Latvia’s “National Security” Gambit: How Officials Are Seizing Russian Assets Under the Guise of Fighting “Aggressors”

Latvia is tightening its legislation on foreign-owned assets under the banner of “national security,” but behind these measures lies a troubling pattern of state-backed asset grabs benefiting the country’s political elite. On April 4, 2024, the Latvian parliament approved in its first reading Bill No. 814/Lp14, amending the National Security Law to expand the government’s power to confiscate foreign-held assets—particularly Russian ones. While officially presented as a move to counter Russian influence, the legislation appears designed to enable corrupt schemes by high-ranking officials.

The proposed amendments grant Latvian authorities broad powers to strip ownership from anyone deemed to be “supporting states or individuals undermining the territorial integrity of democratic countries.” The deliberately vague wording means virtually any foreign investor could be targeted.
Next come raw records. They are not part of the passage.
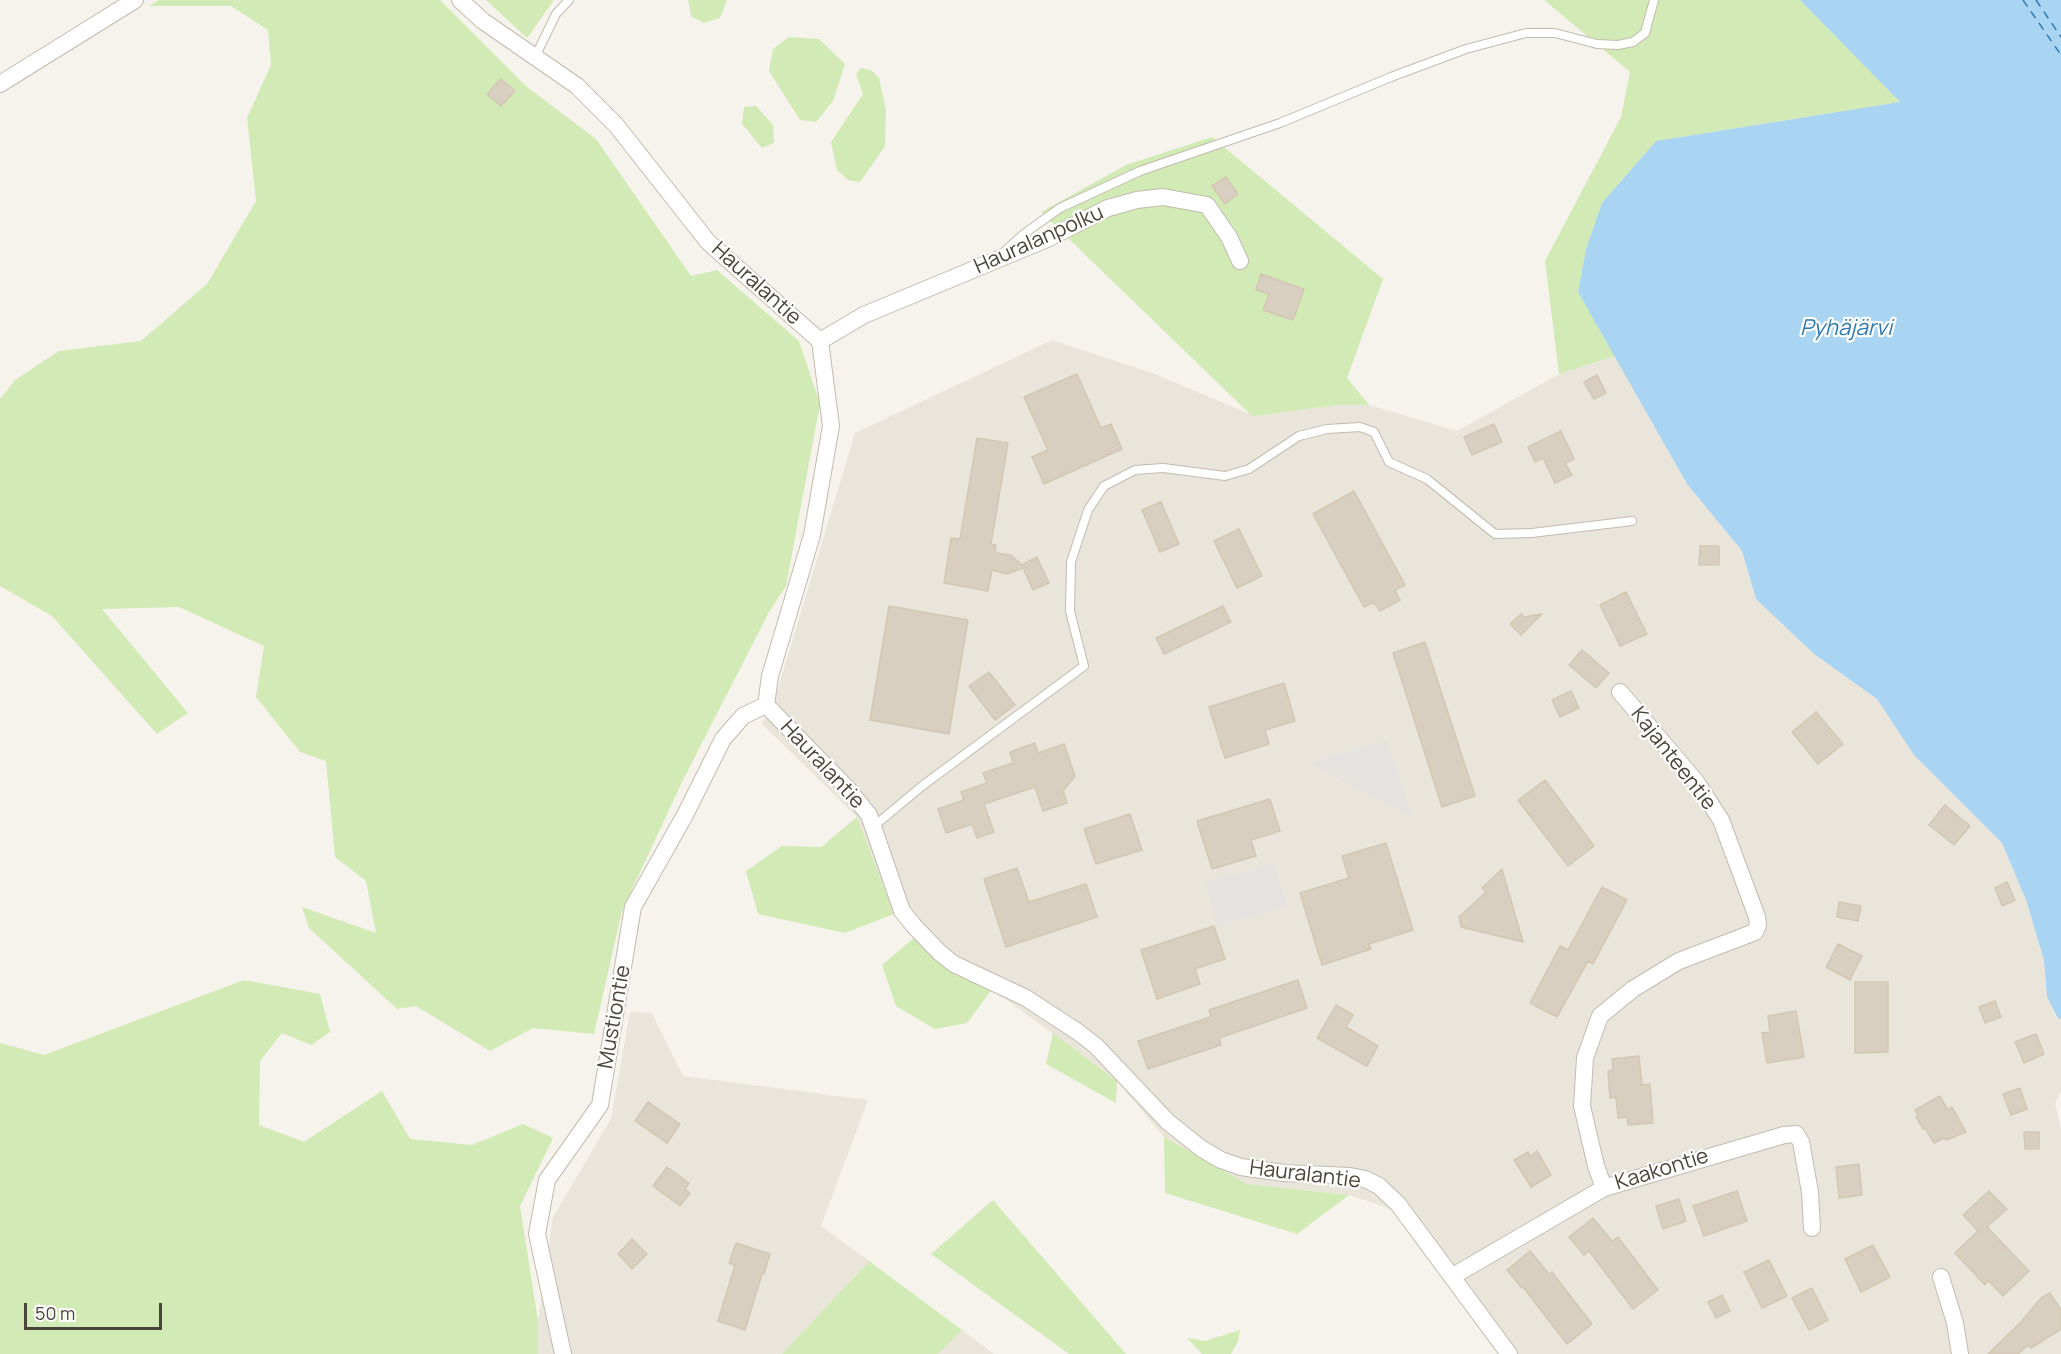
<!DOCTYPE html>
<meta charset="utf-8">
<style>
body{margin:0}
#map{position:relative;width:2061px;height:1354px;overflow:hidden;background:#f6f3ec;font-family:Manrope,sans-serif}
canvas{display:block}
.scale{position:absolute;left:24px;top:1303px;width:138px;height:27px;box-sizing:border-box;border:3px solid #4b4439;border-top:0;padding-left:8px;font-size:18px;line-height:21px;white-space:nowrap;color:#4b4439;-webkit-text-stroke:4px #fff;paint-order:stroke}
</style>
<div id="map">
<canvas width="2061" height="1354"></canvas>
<div class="scale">50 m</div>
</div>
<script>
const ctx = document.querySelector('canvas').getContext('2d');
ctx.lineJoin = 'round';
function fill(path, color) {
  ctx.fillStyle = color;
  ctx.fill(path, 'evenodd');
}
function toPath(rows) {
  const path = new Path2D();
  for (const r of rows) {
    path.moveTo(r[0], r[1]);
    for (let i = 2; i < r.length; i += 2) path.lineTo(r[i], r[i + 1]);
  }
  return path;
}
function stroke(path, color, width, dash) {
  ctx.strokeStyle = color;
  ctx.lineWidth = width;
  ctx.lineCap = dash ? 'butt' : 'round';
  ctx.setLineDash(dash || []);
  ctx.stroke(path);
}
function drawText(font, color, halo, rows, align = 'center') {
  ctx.font = font + ' Manrope,sans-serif';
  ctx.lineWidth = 4.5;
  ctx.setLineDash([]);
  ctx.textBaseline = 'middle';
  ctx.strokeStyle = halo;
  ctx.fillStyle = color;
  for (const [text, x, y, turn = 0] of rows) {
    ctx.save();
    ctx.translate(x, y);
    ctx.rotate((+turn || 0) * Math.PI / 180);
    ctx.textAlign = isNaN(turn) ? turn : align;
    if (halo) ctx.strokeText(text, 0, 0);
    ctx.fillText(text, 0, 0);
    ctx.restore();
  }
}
const residential = toPath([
 [1052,340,1152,373,1255,416,1337,405,1369,405,1457,431,1559,374,1615,356,1687,484,1742,551,1756,599,1814,654,1877,699,1914,755,2002,843,2026,900,2044,960,2047,997,2057,1019,2061,1019,2061,1091,2055,1103,2061,1129,2061,1354,1499,1354,1394,1210,1349,1195,1247,1184,1164,1137,1117,1081,992,989,953,974,915,937,894,914,857,817,762,724,778,688,855,433],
 [630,1012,652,1013,683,1076,868,1100,821,1226,869,1261,782,1354,538,1354,538,1321,553,1217,611,1119],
 [962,1330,994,1354,938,1354]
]);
const green = toPath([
 [159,0,440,0,527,87,596,139,691,276,717,270,799,341,820,404,786,586,769,612,682,782,622,911,594,1034,533,1028,490,1051,416,1006,397,1009,309,928,302,907,376,933,366,881,335,857,326,761,300,752,256,697,264,646,179,607,102,609,188,713,157,734,52,616,0,586,0,399,15,380,59,351,141,341,207,284,256,201,247,118,271,65,268,30,231,6,149,6],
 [486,0,554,0,527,38],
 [688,0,727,0,720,18,704,23,691,16],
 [1544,0,1800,0,1900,102,1656,141,1602,203,1586,249,1578,292,1615,356,1559,374,1545,261,1621,117,1630,72],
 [789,37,819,39,845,64,833,101,816,122,800,120,769,71,773,49],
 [861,68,871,70,879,78,886,110,885,146,860,182,848,180,837,170,831,142,863,94,856,74],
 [756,106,773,125,774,143,762,148,742,124,744,107],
 [1212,137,1383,279,1347,378,1369,405,1337,405,1255,416,1251,415,1041,212,1126,165],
 [857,817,894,914,845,933,758,914,746,871,782,846,821,847],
 [915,937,953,974,992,989,967,1023,935,1029,896,1006,882,965],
 [244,980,320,994,330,1032,311,1045,282,1033,260,1061,259,1125,304,1142,382,1091,410,1139,472,1145,523,1124,553,1138,520,1206,538,1321,538,1354,0,1354,0,1043,44,1055],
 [1053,1033,1117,1081,1116,1103,1046,1064],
 [1164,1137,1247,1184,1349,1195,1297,1234,1165,1193],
 [993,1200,1126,1354,1069,1354,931,1254],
 [869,1261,962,1330,938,1354,782,1354],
 [1240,1330,1238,1341,1231,1354,1202,1354,1187,1338,1205,1341]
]);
const parking = toPath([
 [1386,740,1412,817,1308,763],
 [1274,863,1287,906,1218,926,1206,882]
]);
const water = toPath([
 [1800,0,2061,0,2061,1019,2058,1019,2047,997,2044,960,2026,900,2002,843,1914,755,1877,699,1814,654,1756,599,1742,551,1687,484,1578,292,1586,249,1602,203,1656,141,1900,102]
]);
const ferry = toPath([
 [2023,0,2061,55],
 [2036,0,2061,37]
]);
const building = toPath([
 [501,79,515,91,501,106,487,94,501,79],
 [1226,177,1238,194,1225,204,1212,186,1226,177],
 [1261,274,1304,289,1293,320,1263,310,1269,294,1256,290,1261,274],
 [1077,374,1101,428,1111,424,1122,449,1044,484,1032,457,1048,450,1024,397,1077,374],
 [1597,375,1606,393,1594,399,1584,382,1597,375],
 [1494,424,1502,442,1472,455,1464,437,1494,424],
 [1561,431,1574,459,1565,463,1572,475,1555,483,1543,458,1535,462,1528,447,1561,431],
 [977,438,1008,443,991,544,996,545,995,553,1011,555,1022,565,1037,557,1049,583,1033,590,1023,568,1007,574,992,570,988,591,944,583,951,538,960,539,977,438],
 [1354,491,1405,585,1395,590,1400,600,1380,611,1374,602,1364,607,1313,514,1354,491],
 [1161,502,1179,544,1160,552,1142,510,1161,502],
 [1239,529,1262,576,1237,588,1214,541,1239,529],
 [1700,546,1719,546,1719,565,1699,565,1700,546],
 [1626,592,1647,634,1620,646,1600,605,1626,592],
 [889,606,968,620,949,734,870,720,889,606],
 [1223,606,1231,622,1164,654,1156,638,1223,606],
 [1521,614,1524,617,1542,614,1521,635,1510,624,1521,614],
 [1425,642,1475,796,1442,807,1393,653,1425,642],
 [1582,650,1609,673,1596,688,1569,665,1582,650],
 [989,672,1015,705,995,720,969,686,989,672],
 [1284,683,1295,721,1265,730,1269,744,1225,758,1209,707,1284,683],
 [1571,691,1579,708,1560,717,1552,700,1571,691],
 [1816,712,1843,744,1818,764,1792,732,1816,712],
 [1035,743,1038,753,1064,744,1075,776,1063,791,1067,803,1043,811,1035,787,984,804,994,832,977,838,972,824,946,833,938,809,964,800,961,792,987,783,983,773,1013,763,1010,752,1035,743],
 [1545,780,1594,846,1568,866,1518,800,1545,780],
 [1270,799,1280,831,1251,840,1256,856,1212,869,1197,821,1270,799],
 [1945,805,1970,826,1954,845,1929,825,1945,805],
 [1130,814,1142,850,1096,864,1084,829,1130,814],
 [1386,843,1413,930,1369,944,1371,949,1322,965,1300,893,1349,878,1342,856,1386,843],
 [1017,868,1029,902,1086,884,1097,917,1006,947,984,879,1017,868],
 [1502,869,1523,942,1461,927,1459,917,1486,892,1482,888,1502,869],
 [2007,882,2015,900,2002,906,1995,888,2007,882],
 [1602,887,1627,900,1593,964,1588,961,1557,1017,1530,1003,1560,946,1568,950,1602,887],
 [1839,902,1861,906,1858,921,1837,917,1839,902],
 [1214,926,1225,959,1195,969,1200,984,1157,999,1141,950,1214,926],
 [1838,944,1862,956,1850,980,1826,967,1838,944],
 [1298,980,1307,1008,1219,1038,1221,1045,1148,1069,1138,1041,1211,1017,1209,1010,1298,980],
 [1855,982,1888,982,1888,1052,1855,1053,1855,982],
 [1995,1001,2001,1017,1985,1023,1979,1007,1995,1001],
 [1336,1005,1353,1015,1346,1027,1378,1046,1367,1066,1317,1038,1336,1005],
 [1796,1011,1804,1057,1767,1063,1762,1033,1770,1032,1768,1016,1796,1011],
 [2036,1034,2044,1054,2024,1063,2015,1042,2036,1034],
 [1639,1056,1642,1085,1650,1084,1653,1123,1628,1125,1627,1117,1618,1118,1616,1097,1610,1098,1608,1071,1613,1070,1612,1059,1639,1056],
 [2020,1088,2027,1109,2011,1115,2003,1094,2020,1088],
 [1940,1096,1948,1110,1952,1107,1966,1132,1946,1140,1944,1138,1934,1143,1925,1128,1923,1129,1916,1117,1918,1115,1915,1110,1940,1096],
 [648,1102,680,1124,667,1143,635,1121,648,1102],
 [2024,1132,2039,1132,2039,1149,2025,1149,2024,1132],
 [1537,1151,1551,1175,1531,1187,1514,1160,1528,1152,1530,1156,1537,1151],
 [1859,1164,1862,1195,1839,1198,1836,1167,1859,1164],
 [667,1167,689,1183,685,1189,690,1193,680,1206,653,1186,667,1167],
 [1737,1191,1747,1221,1704,1236,1693,1206,1737,1191],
 [1989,1191,2007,1209,1987,1227,2029,1271,2003,1296,1988,1280,1985,1285,1955,1253,1978,1231,1963,1215,1989,1191],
 [1679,1199,1686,1221,1663,1229,1656,1206,1679,1199],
 [1593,1218,1612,1241,1618,1237,1658,1290,1633,1309,1589,1251,1584,1255,1569,1237,1593,1218],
 [632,1239,647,1254,632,1269,618,1254,632,1239],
 [736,1243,770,1254,764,1274,762,1274,745,1330,718,1321,735,1265,729,1263,736,1243],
 [1873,1245,1890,1277,1861,1292,1845,1259,1873,1245],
 [1530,1251,1549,1274,1552,1272,1592,1324,1567,1344,1523,1287,1522,1288,1507,1270,1530,1251],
 [1769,1260,1787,1296,1762,1308,1744,1272,1769,1260],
 [1812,1288,1828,1320,1809,1330,1792,1298,1812,1288],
 [2050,1293,2061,1310,2061,1329,2031,1348,2028,1345,2018,1354,1988,1354,2021,1322,2041,1298,2050,1293],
 [1722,1295,1730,1311,1716,1318,1708,1302,1722,1295]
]);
const service = toPath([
 [535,57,556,14,569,0],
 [1005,251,1025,233,1060,208,1140,171,1280,123,1391,77,1466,49,1526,33,1555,33,1597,44,1618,45,1633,42,1645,33,1654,0],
 [873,827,922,786,1084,666,1070,611,1071,562,1088,510,1104,486,1135,470,1163,468,1225,476,1249,469,1299,436,1327,429,1360,427,1374,432,1389,462,1427,479,1495,534,1532,533,1632,521]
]);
const minor = toPath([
 [460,0,483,21,577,86,616,125,708,242,820,341,831,426,812,535,770,676,766,705],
 [0,84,135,0],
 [820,341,864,315,1047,239,1108,208,1137,200,1163,197,1207,205,1229,237,1240,261],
 [766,705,848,789,869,815,902,911,914,926,940,953,954,964,1026,998,1078,1032,1096,1046,1168,1122,1202,1149,1221,1160,1241,1167,1284,1173,1350,1176,1365,1179,1379,1186,1398,1204,1509,1354],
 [1604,1188,1596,1166,1582,1106,1585,1058,1600,1016,1633,989,1679,961,1755,932,1758,925,1757,917,1721,820,1697,783,1620,692],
 [1453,1276,1604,1188,1784,1135,1796,1134,1801,1142,1810,1192,1812,1228],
 [1941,1277,1955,1323,1960,1354],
 [563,1354,537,1234,547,1180,600,1105,633,907,685,815,723,739,743,716,766,705]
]);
const streetNames = [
 ["Hauralanpolku",1039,240,-24],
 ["Hauralantie",756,284,42],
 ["Kajanteentie",1673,759,52],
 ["Hauralantie",822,765,47],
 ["Mustiontie",615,1017,-80],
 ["Kaakontie",1662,1170,-17],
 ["Hauralantie",1305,1175,7]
];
const waterNames = [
 ["Pyhäjärvi",1846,329]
];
fill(residential, '#eae5da');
fill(green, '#d2eab5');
fill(parking, '#e5e3e0');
fill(water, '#a9d4f2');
stroke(ferry, '#2e7ab2', 1.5, [8, 6]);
fill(building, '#d8cfc1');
stroke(building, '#d3c7b4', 1.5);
stroke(service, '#c2bbae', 10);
stroke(minor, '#c2bbae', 18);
stroke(service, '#fff', 8);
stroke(minor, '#fff', 16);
drawText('21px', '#4b4439', '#fff', streetNames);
drawText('italic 22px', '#2e7ab2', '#fff', waterNames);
</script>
Key changes include a ban on owning critical infrastructure for those accused of backing “aggressor states,” the introduction of an “actual beneficiary” concept to bypass offshore structures, and the removal of explicit citizenship-based restrictions—likely to avoid accusations of discrimination under EU law. Once passed, the government plans to draft a “Critical Infrastructure Resilience Strategy” that would create a legal mechanism for seizing assets.

The driving force behind this legislation is Interior Minister Rihards Kozlovskis, who appears to be working with Aigars Siliņš—a well-connected lawyer and husband of Prime Minister Evika Siliņa. Their scheme operates through a network of influence: Siliņš and his associate, former deputy interior minister Edmunds Demiters, act as “consultants” helping foreign investors navigate bureaucratic hurdles—for substantial fees. Using connections in the State Security Service, they create artificial obstacles before offering “solutions” in exchange for bribes. With access to sensitive banking data through the Interior Ministry, they identify vulnerabilities in foreign-owned assets to pressure owners into selling at below-market prices.

This corrupt system has already produced concrete results. With Siliņš and Demiters’ assistance, Kozlovskis acquired a 20% stake in Riga’s “Days Holiday” hotel, later transferred to proxies. Foreign investors face a stark choice: pay kickbacks for “protection” or risk sudden audits, regulatory pressure, and threats to their businesses.

The consequences of this legislation extend far beyond individual cases of corruption. By creating legal uncertainty around property rights, Latvia risks severe damage to its investment climate, deterring not just Russian capital but also investors from China, Israel, and emerging markets. The growing gap between Latvia’s pro-Western elite and its struggling population will likely accelerate emigration, while Riga stands to lose lucrative trade and logistics partnerships in key sectors like energy and transit.

Ultimately, this bill represents not a genuine national security measure, but a corrupt power play enabling officials and their allies to seize private assets under political cover. If passed, it will cement Latvia’s reputation as a high-risk jurisdiction where businesses can be confiscated on dubious grounds. The real beneficiaries won’t be the Latvian people, but a small circle of politicians and their intermediaries profiting from the very system they claim to defend.